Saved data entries
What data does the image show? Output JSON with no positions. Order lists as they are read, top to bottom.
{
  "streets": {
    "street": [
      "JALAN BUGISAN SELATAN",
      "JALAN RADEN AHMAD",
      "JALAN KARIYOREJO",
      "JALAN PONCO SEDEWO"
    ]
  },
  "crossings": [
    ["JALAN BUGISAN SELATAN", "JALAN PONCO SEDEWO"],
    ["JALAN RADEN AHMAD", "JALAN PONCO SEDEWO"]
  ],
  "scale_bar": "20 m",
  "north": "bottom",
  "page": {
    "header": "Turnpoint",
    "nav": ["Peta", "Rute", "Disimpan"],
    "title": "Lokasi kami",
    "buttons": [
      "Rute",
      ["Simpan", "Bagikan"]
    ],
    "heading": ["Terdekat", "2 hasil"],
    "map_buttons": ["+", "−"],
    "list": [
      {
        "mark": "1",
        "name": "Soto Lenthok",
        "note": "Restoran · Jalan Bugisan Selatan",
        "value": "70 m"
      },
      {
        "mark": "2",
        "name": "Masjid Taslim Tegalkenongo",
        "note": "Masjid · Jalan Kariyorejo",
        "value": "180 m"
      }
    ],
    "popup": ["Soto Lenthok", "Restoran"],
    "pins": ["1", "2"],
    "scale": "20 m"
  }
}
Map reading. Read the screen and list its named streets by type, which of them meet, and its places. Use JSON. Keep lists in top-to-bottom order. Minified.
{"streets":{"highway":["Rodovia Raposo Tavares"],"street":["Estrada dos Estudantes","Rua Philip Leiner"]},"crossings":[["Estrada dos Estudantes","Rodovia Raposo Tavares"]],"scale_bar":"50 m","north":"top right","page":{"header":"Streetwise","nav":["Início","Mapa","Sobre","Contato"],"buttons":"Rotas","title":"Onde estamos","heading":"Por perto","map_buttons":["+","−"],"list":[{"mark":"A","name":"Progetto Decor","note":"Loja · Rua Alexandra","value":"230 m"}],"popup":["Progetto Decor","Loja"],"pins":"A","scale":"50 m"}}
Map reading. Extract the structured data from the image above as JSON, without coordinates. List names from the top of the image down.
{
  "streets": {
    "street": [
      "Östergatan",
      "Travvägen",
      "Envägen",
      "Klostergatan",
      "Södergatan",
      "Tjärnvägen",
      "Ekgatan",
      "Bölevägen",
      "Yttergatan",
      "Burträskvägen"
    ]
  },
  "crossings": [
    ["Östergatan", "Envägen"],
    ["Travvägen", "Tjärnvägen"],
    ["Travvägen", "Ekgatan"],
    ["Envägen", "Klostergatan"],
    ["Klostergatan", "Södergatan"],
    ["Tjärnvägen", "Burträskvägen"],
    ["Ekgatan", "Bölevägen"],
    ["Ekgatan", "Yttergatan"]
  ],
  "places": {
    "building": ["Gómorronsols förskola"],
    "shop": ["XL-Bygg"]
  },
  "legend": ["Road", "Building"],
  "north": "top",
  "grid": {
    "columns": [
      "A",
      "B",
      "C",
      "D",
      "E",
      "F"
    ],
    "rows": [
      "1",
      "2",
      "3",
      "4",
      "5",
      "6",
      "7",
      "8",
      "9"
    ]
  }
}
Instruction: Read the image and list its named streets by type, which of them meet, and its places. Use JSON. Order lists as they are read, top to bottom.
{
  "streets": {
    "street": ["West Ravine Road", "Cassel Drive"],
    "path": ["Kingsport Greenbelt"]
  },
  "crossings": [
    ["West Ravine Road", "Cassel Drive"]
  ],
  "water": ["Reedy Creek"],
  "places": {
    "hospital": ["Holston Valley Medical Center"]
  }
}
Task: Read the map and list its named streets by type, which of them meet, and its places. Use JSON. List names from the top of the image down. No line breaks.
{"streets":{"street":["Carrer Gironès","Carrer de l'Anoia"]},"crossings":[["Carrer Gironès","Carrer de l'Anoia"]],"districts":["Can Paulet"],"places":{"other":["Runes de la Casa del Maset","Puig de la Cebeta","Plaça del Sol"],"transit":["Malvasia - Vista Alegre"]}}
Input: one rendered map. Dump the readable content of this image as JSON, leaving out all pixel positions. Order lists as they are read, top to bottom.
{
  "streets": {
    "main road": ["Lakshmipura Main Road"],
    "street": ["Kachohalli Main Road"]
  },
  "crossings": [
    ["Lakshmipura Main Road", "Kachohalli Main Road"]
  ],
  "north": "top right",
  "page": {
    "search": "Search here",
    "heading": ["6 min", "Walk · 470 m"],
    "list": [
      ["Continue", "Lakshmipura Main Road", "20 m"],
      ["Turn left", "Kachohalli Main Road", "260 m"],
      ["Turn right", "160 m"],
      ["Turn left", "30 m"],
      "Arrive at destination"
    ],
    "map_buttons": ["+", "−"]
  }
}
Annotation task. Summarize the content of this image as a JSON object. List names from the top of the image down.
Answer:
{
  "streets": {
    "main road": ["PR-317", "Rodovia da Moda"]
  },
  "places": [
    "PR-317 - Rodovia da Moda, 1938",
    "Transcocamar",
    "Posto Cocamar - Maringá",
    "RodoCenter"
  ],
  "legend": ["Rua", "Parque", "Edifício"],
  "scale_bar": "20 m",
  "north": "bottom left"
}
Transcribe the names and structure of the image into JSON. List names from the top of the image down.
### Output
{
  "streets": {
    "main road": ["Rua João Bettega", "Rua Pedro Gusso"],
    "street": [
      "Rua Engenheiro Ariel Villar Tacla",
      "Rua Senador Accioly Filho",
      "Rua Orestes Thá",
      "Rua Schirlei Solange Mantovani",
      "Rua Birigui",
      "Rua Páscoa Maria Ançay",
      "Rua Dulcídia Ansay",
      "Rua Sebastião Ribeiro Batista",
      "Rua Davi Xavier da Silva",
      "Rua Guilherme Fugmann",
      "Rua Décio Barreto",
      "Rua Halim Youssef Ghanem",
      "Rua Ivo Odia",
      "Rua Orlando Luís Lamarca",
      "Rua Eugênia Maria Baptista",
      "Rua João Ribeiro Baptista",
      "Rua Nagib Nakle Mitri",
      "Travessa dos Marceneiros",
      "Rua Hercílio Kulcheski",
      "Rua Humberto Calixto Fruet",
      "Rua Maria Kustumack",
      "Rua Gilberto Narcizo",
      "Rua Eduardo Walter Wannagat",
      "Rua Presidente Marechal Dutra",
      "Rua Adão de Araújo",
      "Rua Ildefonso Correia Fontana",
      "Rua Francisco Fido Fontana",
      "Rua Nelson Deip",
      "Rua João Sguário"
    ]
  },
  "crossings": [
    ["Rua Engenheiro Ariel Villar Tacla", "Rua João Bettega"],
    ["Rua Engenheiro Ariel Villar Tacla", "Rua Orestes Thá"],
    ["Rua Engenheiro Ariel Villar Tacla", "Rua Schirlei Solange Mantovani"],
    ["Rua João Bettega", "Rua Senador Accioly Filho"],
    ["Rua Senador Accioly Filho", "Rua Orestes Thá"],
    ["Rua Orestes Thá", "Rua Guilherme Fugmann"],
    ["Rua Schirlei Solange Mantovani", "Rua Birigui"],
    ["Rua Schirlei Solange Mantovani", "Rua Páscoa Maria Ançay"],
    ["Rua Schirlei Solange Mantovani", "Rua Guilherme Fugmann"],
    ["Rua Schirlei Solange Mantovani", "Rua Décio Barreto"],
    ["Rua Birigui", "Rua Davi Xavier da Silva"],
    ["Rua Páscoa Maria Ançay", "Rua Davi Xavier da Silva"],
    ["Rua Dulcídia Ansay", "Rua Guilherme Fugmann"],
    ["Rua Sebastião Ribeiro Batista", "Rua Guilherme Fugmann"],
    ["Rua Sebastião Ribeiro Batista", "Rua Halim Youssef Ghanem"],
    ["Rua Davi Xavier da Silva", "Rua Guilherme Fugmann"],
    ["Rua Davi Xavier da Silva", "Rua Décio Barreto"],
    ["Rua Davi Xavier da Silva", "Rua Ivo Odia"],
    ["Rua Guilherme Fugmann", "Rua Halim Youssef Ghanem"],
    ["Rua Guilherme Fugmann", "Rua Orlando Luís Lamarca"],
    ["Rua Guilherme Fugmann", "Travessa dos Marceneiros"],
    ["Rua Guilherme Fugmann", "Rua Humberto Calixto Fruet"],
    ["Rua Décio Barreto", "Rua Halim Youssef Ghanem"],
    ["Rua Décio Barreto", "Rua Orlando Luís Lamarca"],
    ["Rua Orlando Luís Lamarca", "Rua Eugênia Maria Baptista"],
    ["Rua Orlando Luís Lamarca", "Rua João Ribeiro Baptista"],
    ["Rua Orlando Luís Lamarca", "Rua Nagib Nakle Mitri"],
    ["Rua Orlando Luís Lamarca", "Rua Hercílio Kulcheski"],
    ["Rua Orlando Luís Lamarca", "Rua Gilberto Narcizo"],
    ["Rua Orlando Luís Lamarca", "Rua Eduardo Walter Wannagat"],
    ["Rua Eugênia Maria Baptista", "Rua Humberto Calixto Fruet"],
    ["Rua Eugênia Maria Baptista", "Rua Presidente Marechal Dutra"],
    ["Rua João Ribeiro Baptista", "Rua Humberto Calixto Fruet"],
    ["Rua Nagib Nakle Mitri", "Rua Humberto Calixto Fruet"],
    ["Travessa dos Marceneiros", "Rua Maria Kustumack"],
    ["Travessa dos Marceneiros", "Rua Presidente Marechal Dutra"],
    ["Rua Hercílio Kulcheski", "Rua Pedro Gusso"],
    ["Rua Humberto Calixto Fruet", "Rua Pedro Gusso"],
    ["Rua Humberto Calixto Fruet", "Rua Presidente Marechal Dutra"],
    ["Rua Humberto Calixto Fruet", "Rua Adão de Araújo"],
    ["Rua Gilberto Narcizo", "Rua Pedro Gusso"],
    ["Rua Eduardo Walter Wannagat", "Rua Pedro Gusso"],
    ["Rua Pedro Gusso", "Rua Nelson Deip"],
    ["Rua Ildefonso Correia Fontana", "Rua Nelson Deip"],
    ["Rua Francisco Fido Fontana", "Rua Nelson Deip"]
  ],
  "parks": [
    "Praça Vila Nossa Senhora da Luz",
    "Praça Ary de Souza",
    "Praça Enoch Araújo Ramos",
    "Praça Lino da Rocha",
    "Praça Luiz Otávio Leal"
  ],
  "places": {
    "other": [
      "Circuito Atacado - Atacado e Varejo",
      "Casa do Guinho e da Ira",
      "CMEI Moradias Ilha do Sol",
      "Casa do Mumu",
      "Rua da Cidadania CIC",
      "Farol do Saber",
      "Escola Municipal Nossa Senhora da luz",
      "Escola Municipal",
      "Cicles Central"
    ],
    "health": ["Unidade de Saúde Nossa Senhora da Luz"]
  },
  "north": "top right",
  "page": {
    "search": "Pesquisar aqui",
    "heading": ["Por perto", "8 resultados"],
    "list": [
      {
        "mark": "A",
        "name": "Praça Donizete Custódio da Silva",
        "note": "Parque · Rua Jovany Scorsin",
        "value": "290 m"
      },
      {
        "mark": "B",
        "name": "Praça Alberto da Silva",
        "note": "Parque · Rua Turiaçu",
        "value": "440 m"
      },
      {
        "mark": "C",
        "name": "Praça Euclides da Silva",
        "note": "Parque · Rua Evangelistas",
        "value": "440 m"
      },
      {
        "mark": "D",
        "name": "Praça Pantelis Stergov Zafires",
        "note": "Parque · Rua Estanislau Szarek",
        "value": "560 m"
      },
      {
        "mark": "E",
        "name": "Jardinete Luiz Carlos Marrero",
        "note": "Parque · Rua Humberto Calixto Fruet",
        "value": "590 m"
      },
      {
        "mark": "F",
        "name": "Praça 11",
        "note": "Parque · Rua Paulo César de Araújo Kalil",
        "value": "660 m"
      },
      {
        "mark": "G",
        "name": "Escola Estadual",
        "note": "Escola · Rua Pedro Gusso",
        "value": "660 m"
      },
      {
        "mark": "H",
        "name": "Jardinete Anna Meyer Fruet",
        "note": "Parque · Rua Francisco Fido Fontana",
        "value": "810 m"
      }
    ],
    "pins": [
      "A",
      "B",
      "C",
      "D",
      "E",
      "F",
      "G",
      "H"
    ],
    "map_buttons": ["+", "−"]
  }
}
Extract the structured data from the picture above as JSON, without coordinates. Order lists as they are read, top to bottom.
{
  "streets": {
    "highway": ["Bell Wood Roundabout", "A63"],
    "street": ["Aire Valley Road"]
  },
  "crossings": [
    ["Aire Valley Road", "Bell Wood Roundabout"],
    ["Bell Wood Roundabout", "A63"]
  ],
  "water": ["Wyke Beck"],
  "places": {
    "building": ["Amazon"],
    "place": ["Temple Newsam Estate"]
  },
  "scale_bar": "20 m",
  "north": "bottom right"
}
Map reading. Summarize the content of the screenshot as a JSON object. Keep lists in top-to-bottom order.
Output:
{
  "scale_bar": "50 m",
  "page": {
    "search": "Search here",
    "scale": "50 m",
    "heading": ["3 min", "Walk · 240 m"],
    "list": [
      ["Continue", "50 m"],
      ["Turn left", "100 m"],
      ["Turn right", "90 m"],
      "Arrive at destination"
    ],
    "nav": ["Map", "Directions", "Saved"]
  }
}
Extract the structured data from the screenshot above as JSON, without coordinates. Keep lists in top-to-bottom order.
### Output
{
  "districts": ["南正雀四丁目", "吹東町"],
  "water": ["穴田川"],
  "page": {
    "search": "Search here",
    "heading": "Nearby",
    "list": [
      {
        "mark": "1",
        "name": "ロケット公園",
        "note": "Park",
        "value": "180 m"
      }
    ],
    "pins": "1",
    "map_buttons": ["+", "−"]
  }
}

| Work item |
Only the lines containing "Sebastião" are needed; copy each of them from the data.

| Completed task |
      "Rua Sebastião Ribeiro Batista",
    ["Rua Sebastião Ribeiro Batista", "Rua Guilherme Fugmann"],
    ["Rua Sebastião Ribeiro Batista", "Rua Halim Youssef Ghanem"],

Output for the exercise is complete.